Today a battle didn’t happen.
It was late at night in Los Angeles on February 24, 1942, and the city (and entire country) was on edge. The Japanese had recently blown up much of the US Pacific Fleet at Pearl Harbor, kicked General Douglas MacArthur out of the Philippines (leaving 75,000 American troops there to participate in the Bataan Death March a few months later), and destroyed the few ships the British had based in Singapore. With its armed forces effectively neutralized, Americans still found ways to fight back, most notably rounding up hundreds of Japanese Americans within hours of the attack on Pearl Harbor and locking them in camps that would become home to 110,000 suspected sympathizers.
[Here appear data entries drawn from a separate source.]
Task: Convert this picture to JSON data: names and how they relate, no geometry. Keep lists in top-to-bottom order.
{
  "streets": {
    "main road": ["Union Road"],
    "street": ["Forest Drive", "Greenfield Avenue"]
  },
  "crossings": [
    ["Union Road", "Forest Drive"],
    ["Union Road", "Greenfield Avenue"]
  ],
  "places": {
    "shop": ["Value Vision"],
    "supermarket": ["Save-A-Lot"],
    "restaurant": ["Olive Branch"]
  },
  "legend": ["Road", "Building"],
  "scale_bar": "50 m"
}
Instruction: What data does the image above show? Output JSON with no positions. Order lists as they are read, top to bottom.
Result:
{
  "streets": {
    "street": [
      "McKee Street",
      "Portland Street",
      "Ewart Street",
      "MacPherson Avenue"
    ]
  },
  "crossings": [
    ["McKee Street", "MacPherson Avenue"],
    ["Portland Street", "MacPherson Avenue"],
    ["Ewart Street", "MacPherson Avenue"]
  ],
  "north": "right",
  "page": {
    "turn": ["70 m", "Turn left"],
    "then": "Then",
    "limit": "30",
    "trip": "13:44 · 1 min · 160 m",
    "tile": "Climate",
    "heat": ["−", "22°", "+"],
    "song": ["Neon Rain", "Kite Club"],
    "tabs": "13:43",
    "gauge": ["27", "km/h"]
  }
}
So when the air raid sirens went off shortly after dinner, things seemed to be going from bad to worse. Blinking lights were reported hovering over defense industry plants. A large unidentified object was reported approaching LA from the west soon after midnight, then 25 planes were seen directly over the city. Anti-aircraft batteries went ballistic, literally, firing almost 1,500 rounds into the nighttime sky while residents reported via telephone and shortwave seeing a variety of lights, swarms, and objects careening above them. By daybreak there were no downed planes or missiles, though a few folks had been killed by stray antiaircraft fire (or had fatal heart attacks due to fright). The official government conclusion was that the Battle of Los Angeles had been prompted by an errant weather balloon, the same sort that would go on to fuel speculation of alien landings in Roswell and other locations.
How is it that something that lots of people saw were seen by nobody?